Frances "Fanny" Isabelle Parnell was born on September 4, 1848 in County Wicklow, Ireland. She together with her brother Charles and sister Anna were important figures in the Irish Revolutionary movement. She was a strong voice for Irish independence through her writings and poems.
In 1864 she began publishing her poetry under the pseudonym Aleria in The Irish People, the newspaper of the Fenian Brotherhood. She published many of her poems and articles The Boston Pilot, the most important Irish newspaper in America during the 19th century. She is most famous for writing The Hovels of Ireland, a pamphlet, and Land League Songs, a collection of poems. Her best known poems are After Death and especially Hold the Harvest, which was a rallying cry for the Irish peasants.
Hold the Harvest:
Now are you men or cattle then, you tillers of the soil?
Would you be free, or evermore in rich men's service toil?
The shadow of the dial hangs dark that points the fatal hour
Now hold your own! Or, branded slaves, forever cringe and cower!
The serpent's curse upon you lies – you writhe within the dust
You fill your mouths with beggars' swill, you grovel for a crust
Your masters set their blood-stained heels upon your shameful heads
Yet they are kind – they leave you still their ditches for your beds!
Oh by the God who made us all, the master and the serf
Rise up and swear to hold this day your own green Irish turf!
Rise up!
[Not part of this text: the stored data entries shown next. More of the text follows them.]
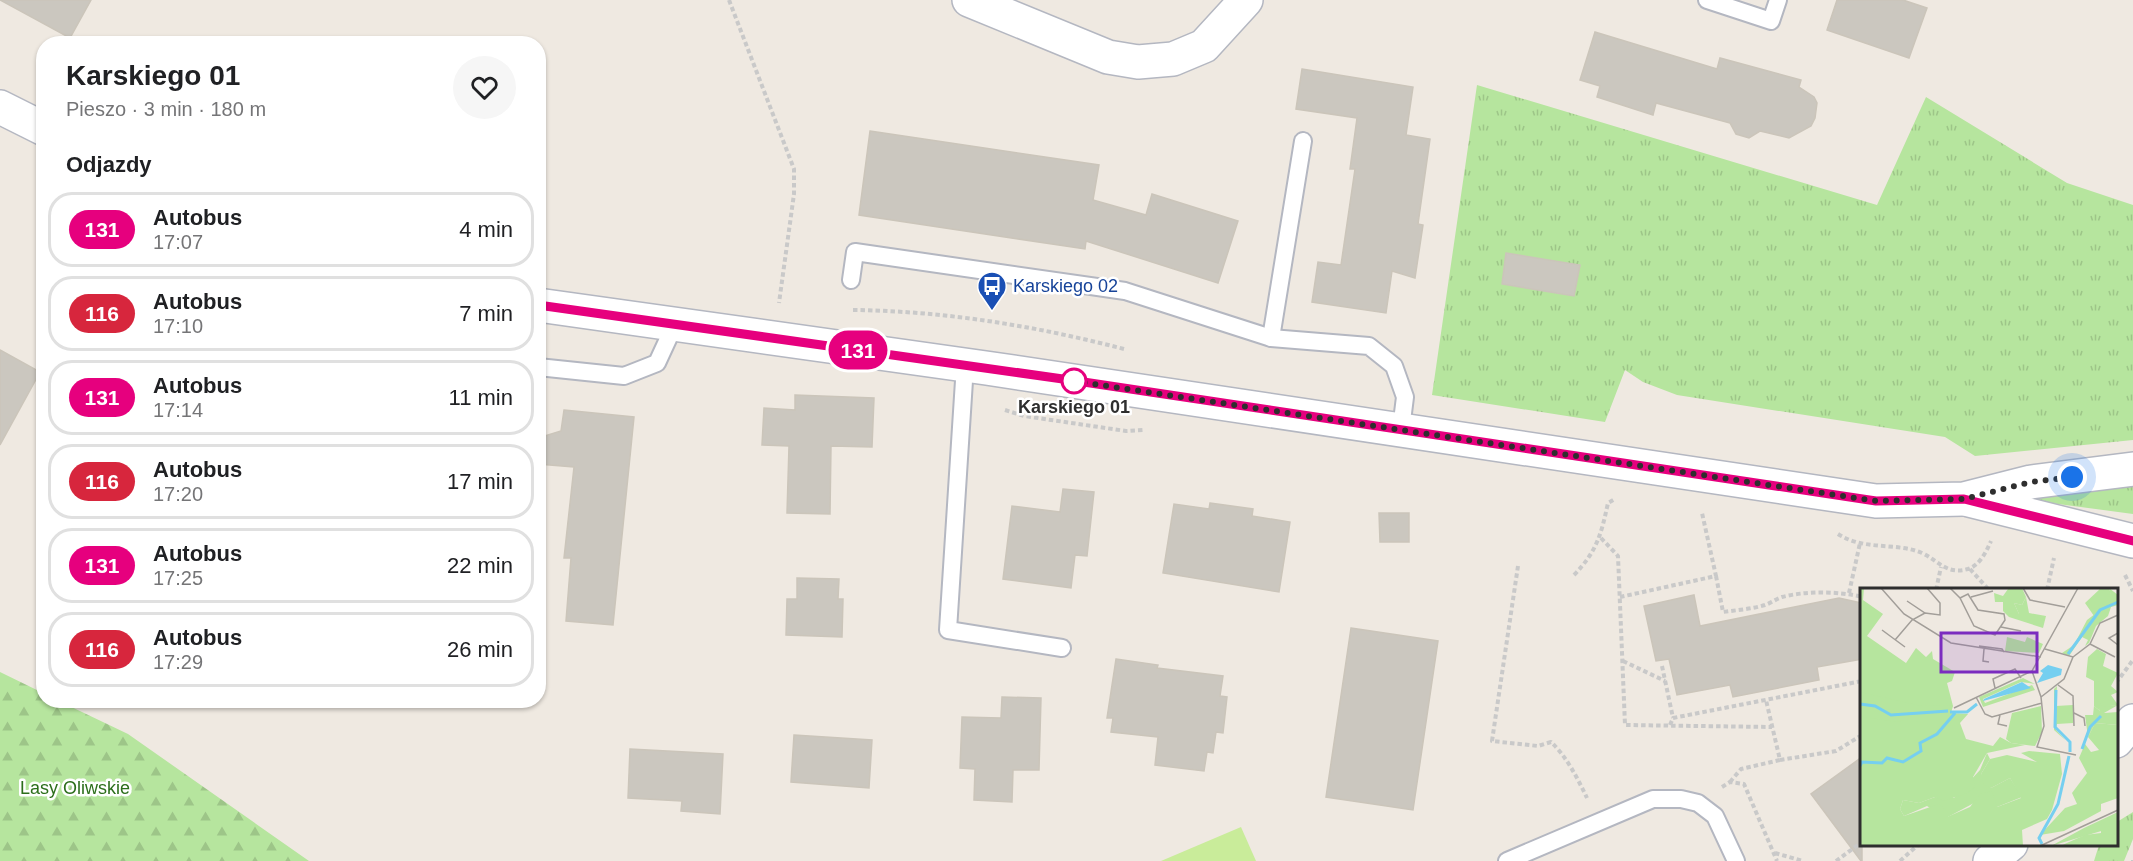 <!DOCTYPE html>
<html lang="pl">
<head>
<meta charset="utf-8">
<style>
	:root { --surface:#fff; --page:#f6f6f6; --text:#202124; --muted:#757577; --line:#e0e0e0 }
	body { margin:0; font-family:Arial,sans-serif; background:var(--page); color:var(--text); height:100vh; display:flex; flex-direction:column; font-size:22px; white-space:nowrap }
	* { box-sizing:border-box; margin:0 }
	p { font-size:20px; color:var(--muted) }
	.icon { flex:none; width:33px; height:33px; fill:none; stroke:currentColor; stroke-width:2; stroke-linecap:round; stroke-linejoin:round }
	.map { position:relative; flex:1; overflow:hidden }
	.sheet { position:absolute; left:36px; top:36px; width:510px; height:672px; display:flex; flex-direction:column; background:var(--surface); border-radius:24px; box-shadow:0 2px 4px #0004 }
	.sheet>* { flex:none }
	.badge { padding:0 12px; border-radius:20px; font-size:21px; line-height:39px }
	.you { position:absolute; width:30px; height:30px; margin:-15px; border:4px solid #fff; border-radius:50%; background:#1a73e8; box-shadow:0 0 0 9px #1a73e833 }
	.map>.badge { position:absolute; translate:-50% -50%; box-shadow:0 0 0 3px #fff }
	h2 { padding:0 30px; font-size:22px; line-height:54px }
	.round { display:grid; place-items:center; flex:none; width:63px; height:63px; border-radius:32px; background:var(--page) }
	.headline { display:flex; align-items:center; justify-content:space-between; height:102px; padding:0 30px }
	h1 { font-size:28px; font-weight:600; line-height:45px }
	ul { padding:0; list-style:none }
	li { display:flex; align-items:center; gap:18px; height:75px; margin:0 12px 9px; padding:0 18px; border:3px solid var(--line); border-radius:24px }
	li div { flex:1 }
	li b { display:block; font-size:22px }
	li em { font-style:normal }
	li .badge { min-width:66px; font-weight:700; text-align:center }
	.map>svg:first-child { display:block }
	.grass { fill:url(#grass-tufts) }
	.forest { fill:url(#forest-firs) }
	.pitch { fill:#c9ec9a }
	.building { fill:#cbc7bf; stroke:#cbc5ba; stroke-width:1.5 }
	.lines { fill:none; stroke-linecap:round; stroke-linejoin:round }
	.service-casing { stroke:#b4b7c1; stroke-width:20 }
	.minor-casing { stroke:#b4b7c1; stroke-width:36 }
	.tertiary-casing { stroke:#b4b7c1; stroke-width:36 }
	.path { stroke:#c9c9c9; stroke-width:4; stroke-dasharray:4.5 3; stroke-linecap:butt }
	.service { stroke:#fff; stroke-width:16 }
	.minor { stroke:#fff; stroke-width:33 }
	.tertiary { stroke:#fff; stroke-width:33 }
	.line-casing { stroke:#fff; stroke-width:14 }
	.line { stroke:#e6007e; stroke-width:9 }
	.walk { stroke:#2e2e2e; stroke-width:6; stroke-dasharray:0 10.8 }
	.stop-dot { fill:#fff; stroke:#e6007e; stroke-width:3 }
	.labels { text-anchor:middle; stroke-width:5; stroke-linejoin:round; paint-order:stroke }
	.transit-label { font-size:18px; fill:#164399; stroke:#fff; text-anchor:start }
	.stop-label { font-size:18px; font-weight:bold; fill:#2e2e2e; stroke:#fff }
	.park-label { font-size:18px; fill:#2c6e1b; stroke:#fff }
	.inset-river { fill:none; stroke:#75cff0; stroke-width:3 }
	.inset-road { fill:none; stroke:#a29e99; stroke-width:1.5 }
	.view { fill:#7b2cbf; fill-opacity:0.15; stroke:#7b2cbf; stroke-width:3 }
	.inset-edge { fill:none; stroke:#2e2e2e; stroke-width:3 }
</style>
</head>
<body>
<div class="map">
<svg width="2133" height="861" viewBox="0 0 2133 861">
	<defs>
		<pattern id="grass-tufts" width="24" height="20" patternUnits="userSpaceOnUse" patternTransform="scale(1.5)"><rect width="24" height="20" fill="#b6e59e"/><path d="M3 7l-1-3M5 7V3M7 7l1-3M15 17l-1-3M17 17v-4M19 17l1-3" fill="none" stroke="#9dc588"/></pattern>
		<pattern id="forest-firs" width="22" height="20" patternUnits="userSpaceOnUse" patternTransform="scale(1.5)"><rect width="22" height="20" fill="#b6e59e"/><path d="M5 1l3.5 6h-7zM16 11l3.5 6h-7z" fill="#9dc588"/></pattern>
	</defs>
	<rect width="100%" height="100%" fill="#efe9e1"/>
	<g class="grass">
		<path d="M 1477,85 L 1877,205 L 1926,97 L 2067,183 L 2133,205 L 2133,440 L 1975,456 L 1945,437 L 1677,395 L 1643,382 L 1625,370 L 1605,422 L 1432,395 Z"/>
		<path d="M 2133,480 L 2133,514 L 2021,499 Z"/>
		<path d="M 2133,812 L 2133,839 L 2124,861 L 2094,861 L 2099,845 L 2116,844 L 2117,822 Z"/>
	</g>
	<path class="forest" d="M 0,672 L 43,693 L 44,700 L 59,701 L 128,734 L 309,861 L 0,861 Z"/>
	<path class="pitch" d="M 1241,827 L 1256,861 L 1161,861 Z"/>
	<g class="building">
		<path d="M 0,0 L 91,0 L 70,38 Z"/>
		<path d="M 1837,0 L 1903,0 L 1927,8 L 1909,58 L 1827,30 Z"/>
		<path d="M 1595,32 L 1717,69 L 1720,58 L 1801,80 L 1799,87 L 1814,97 L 1817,103 L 1815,118 L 1811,126 L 1789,138 L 1760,131 L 1749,138 L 1736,134 L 1730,123 L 1656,103 L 1653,115 L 1597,97 L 1600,86 L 1580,80 Z"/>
		<path d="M 1302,69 L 1413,87 L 1406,135 L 1430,139 L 1418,224 L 1423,225 L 1415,278 L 1392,271 L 1386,313 L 1312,302 L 1318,262 L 1341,265 L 1355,169 L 1350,169 L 1357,118 L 1296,109 Z"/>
		<path d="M 870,131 L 1099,165 L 1093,200 L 1146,215 L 1152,194 L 1238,221 L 1218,283 L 1086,241 L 1085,249 L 859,215 Z"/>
		<path d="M 1506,253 L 1580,265 L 1574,296 L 1502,284 Z"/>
		<path d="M 0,350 L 40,372 L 0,445 Z"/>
		<path d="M 795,395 L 874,398 L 872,447 L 831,446 L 830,514 L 787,513 L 789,446 L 762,445 L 764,408 L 795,410 Z"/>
		<path d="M 564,410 L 634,417 L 613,625 L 566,621 L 571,558 L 564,558 L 574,467 L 538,464 L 538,438 L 561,431 Z"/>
		<path d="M 1063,489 L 1094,492 L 1087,556 L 1075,555 L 1071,588 L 1003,579 L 1012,506 L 1060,512 Z"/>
		<path d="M 1210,503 L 1253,509 L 1252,516 L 1290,522 L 1279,592 L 1163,573 L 1174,504 L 1209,509 Z"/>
		<path d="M 1379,513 L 1409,513 L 1409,542 L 1380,542 Z"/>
		<path d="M 797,578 L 839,579 L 838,599 L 843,599 L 842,637 L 786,635 L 787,599 L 797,599 Z"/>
		<path d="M 1694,595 L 1700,626 L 1839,598 L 1862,603 L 1862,659 L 1817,667 L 1819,680 L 1733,697 L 1730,685 L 1677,695 L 1669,659 L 1656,661 L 1644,606 Z"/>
		<path d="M 1351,628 L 1438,641 L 1413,810 L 1326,797 Z"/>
		<path d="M 1116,659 L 1158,665 L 1157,668 L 1223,676 L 1220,696 L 1227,697 L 1223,733 L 1216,732 L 1213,753 L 1207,752 L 1204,771 L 1155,765 L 1158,737 L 1111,732 L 1113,718 L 1107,718 Z"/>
		<path d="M 1002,697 L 1041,698 L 1039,770 L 1013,770 L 1012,802 L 974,800 L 975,769 L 960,768 L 962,717 L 1001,718 Z"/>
		<path d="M 794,735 L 872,740 L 869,788 L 791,782 Z"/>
		<path d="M 630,749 L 723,754 L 720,814 L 681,811 L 682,801 L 628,798 Z"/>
		<path d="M 1862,757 L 1862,861 L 1861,861 L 1811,794 Z"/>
	</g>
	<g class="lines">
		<g class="service-casing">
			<g id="service">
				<path d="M 1707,0 L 1771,21 L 1778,0"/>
				<path d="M 851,280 L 855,252 L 1125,291 L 1271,338 L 1369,346 L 1394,366 L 1405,397 L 1401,429"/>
				<path d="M 1271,338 L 1303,141"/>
				<path d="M 965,365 L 948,630 L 1062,648"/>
				<path d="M 538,367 L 624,376 L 657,363 L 675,324"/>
				<path d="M 1507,861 L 1653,799 L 1681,799 L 1698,803 L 1715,816 L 1736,861"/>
			</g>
		</g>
		<g class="minor-casing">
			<g id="minor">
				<path d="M 969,0 L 1108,57 L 1138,62 L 1173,59 L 1204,46 L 1246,0"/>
				<path d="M 2116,741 L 2133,721"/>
				<path d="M 1990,861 L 2011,844"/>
			</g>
		</g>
		<g class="tertiary-casing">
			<g id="tertiary">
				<path d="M 0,107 L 44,129"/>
				<path d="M 538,305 L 986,368 L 1876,501 L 1964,499 L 2031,482 L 2133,469"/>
				<path d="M 1969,500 L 2133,541"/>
			</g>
		</g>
		<g class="path">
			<path d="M 729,0 L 794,169 L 794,194 L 779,303"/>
			<path d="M 853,310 C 944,311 1036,326 1124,349"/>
			<path d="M 1005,410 L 1024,416 L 1126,431 L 1143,430"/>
			<path d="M 1838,534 C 1864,551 1896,542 1922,553 C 1939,561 1946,575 1968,569 C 1980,565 1986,552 1991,541"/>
			<path d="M 1601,538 L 1618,556 L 1625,725 L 1772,727"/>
			<path d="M 1518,566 L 1492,741 L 1538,746 L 1551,742 C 1566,756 1577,777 1587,798"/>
			<path d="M 1970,569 L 1989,590"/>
			<path d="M 1574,575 C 1597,551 1601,535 1608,503 L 1615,499"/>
			<path d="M 2125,575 L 2133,591"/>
			<path d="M 1716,576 L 1723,612 C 1737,610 1752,609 1765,605 C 1771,603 1776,599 1782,597 C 1804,591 1840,591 1862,597"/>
			<path d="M 1936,590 L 1941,567"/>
			<path d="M 2047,590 L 2054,558"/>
			<path d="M 1849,593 L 1860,543"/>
			<path d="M 1620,597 L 1716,576 L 1702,513"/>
			<path d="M 1623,661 L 1665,681"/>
			<path d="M 1662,666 L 1673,718"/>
			<path d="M 2116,683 L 2133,660"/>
			<path d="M 1670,725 L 1673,718 L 1862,681"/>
			<path d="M 1780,760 L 1836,751 L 1862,735"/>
			<path d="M 1730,782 L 1741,769 L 1780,760 L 1766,700"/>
			<path d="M 1722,787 L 1730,782 L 1744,784 L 1777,861"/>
			<path d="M 1775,853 L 1803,861"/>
			<path d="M 1836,861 L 1862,842"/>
			<path d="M 1900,861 L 1919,844"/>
			<path d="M 2133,861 L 2133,860"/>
		</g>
		<use href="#service" class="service"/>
		<use href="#minor" class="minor"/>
		<use href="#tertiary" class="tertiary"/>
	</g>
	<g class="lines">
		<g class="line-casing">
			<path id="line" d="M 538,305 L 1077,381 L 1876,501 L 1964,499 L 2133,541"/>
		</g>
		<use href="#line" class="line"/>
		<path class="walk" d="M 1074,381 L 1876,501 L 1964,499 L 2031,482 L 2072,477"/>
	</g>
	<defs>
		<g id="bus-pin" transform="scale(1.5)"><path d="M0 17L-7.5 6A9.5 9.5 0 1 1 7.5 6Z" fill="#1a4fb4" stroke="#fff"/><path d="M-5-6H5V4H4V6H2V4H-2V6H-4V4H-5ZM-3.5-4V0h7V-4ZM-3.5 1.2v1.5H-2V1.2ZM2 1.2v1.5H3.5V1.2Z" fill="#fff"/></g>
	</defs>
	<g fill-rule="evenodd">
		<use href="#bus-pin" x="992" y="286"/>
	</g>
	<circle class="stop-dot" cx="1074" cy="381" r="12"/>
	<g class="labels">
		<g class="transit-label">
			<text x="1013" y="292">Karskiego 02</text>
		</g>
		<g class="stop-label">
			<text x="1074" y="413">Karskiego 01</text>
		</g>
		<g class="park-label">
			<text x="75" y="794">Lasy Oliwskie</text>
		</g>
	</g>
	<g transform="translate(1860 588)">
		<rect width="258" height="258" fill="#efe9e1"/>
		<path d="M 144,0 L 162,0 L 166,9 L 162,17 L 154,15 L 159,26 L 149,29 L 143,23 L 143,14 L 135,14 L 134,5 L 143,8 L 148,1 ZM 241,0 L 249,0 L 253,13 L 234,28 L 225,15 ZM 147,49 L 165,54 L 167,49 L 183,56 L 179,65 L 145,63 ZM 163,90 L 175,96 L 161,94 L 123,111 L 125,115 L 172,97 L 175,102 L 123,119 L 119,109 ZM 197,98 L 196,118 L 213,117 L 213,135 L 197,136 L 196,142 L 205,152 L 194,142 L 194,101 ZM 242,113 L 246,118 L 258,117 L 244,125 L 258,124 L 258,137 L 235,135 L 228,149 L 225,127 L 233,127 L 234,118 L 240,123 L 237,114 ZM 181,118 L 182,144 L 175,158 L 151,155 L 146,151 L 152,125 ZM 127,165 L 130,171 L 121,186 L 131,200 L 150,190 L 162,209 L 137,219 L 114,215 L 86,230 L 67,218 L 44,228 L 40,221 L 43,212 L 59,215 L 75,209 L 94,210 L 120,182 Z" fill="#b6e59e"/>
		<path d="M 0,0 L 4,0 L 3,12 L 23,26 L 7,48 L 46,75 L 56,60 L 66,69 L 72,63 L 73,71 L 95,84 L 92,93 L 87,95 L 93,118 L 91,125 L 108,126 L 100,135 L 106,151 L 133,158 L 140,149 L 151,155 L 165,157 L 127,165 L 113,189 L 115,199 L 107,205 L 84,213 L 75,209 L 59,215 L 43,212 L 40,221 L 44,228 L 79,216 L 87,223 L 87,229 L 110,219 L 120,206 L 132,203 L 137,219 L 161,210 L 150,190 L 131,200 L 124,197 L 121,186 L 130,171 L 147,167 L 177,174 L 161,165 L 169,163 L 200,166 L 202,186 L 192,222 L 187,231 L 162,242 L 163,258 L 0,258 ZM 249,0 L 258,7 L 258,17 L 251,19 L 248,28 L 236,38 L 229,55 L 225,58 L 228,52 L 222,49 L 209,68 L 202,65 L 214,57 L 227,32 L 252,13 ZM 166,9 L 169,25 L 186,28 L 183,40 L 149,29 L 150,25 L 159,26 L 154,15 L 162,17 ZM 237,61 L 246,66 L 243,78 L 258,85 L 251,98 L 258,104 L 251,107 L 258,117 L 243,119 L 239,114 L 240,123 L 234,118 L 234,93 L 226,89 L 228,69 ZM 235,135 L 258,137 L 258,210 L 241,216 L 241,223 L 204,243 L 180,247 L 205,220 L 217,216 L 212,205 L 227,185 L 219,170 L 225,156 L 231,164 L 239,162 L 228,149 ZM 258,224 L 258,238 L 191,258 L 224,240 Z" fill="#b6e59e"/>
		<path d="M 0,104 L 57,117 L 93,118 L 82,129 L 61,136 L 51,130 L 37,134 L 4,129 L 0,128 Z" fill="#b6e59e"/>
		<path d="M 247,234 L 258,238 L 258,258 L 200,258 L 225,247 L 241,245 L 241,237 Z" fill="#b6e59e"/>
		<path d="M 188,77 L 202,81 L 201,87 L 177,95 L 183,85 L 180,83 ZM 162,94 L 171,100 L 123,113 L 124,111 Z" fill="#75cff0"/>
		<path class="inset-river" d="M 208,66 L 240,22 L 258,14M 196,102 L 195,139 L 210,154 L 210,164M 0,116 L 15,118 L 31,127 L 88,123M 90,124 L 107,124 L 117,116M 222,161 L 230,139 L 241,128M 0,178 L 2,174 L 22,175 L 27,170 L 43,174 L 61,163 L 60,155 L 77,146 L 95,125M 182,256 L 179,250 L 198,216 L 209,168"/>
		<path class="inset-road" d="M 21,0 L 44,26 L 91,55 L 181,69M 90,0 L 100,10 L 114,38 L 135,47 L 145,32 L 144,26 L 118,22 L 108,6 L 100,10M 163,0 L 170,12 L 205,19M 111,9 L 133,3M 47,13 L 65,25 L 80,27 L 80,15 L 67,0M 141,39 L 161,43M 22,42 L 45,59M 258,45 L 249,50 L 258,57M 35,52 L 52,32 L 65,25M 230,56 L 255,69M 119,58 L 142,61 L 144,64M 124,61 L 123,73 L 129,74M 185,61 L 213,69 L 230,56 L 240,35 L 258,27M 172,83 L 181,109 L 184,138 L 177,159 L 216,167M 198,97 L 213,108 L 214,138M 135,100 L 133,91 L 155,81 L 161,90M 116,109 L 125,126 L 132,129 L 182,115M 181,109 L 204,91 L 213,69M 94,120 L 172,83 L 218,0M 214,125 L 224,130 L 225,138M 140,127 L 138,136 L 147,138M 180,258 L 258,222"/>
		<path class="view" d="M 81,45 L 177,45 L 177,84 L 81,84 Z"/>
		<rect width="258" height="258" class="inset-edge"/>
	</g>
</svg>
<div class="you" style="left:2072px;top:477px"></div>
<b class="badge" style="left:858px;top:350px;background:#e6007e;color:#fff">131</b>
<section class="sheet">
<div class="headline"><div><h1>Karskiego 01</h1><p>Pieszo · 3 min · 180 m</p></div><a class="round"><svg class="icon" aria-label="heart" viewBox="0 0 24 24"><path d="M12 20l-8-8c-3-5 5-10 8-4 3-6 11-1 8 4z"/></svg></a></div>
<h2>Odjazdy</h2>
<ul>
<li><span class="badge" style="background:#e6007e;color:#fff">131</span><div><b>Autobus</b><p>17:07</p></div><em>4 min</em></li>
<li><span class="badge" style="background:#d7263d;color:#fff">116</span><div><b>Autobus</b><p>17:10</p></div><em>7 min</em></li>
<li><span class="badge" style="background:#e6007e;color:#fff">131</span><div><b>Autobus</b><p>17:14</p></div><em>11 min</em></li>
<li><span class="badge" style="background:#d7263d;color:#fff">116</span><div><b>Autobus</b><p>17:20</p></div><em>17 min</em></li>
<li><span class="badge" style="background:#e6007e;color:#fff">131</span><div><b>Autobus</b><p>17:25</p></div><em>22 min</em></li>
<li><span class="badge" style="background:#d7263d;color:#fff">116</span><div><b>Autobus</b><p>17:29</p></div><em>26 min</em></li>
</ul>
</section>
</div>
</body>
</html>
And plant your feet as men where now you crawl as slaves
And make your harvest fields your camps, or make of them your graves!
But God is on the peasant's side, the God that loves the poor,
His angels stand with flaming swords on every mount and moor,
They guard the poor man's flocks and herds, they guard his ripening grain,
The robber sinks beneath their curse beside his ill-got gain.
In 1865 Fanny Parnell moved from Dublin to Paris where she studied art and wrote poetry. In 1874 she moved to Bordentown, NJ. She died on July 20, 1882 of cardiac failure at the young age of 33.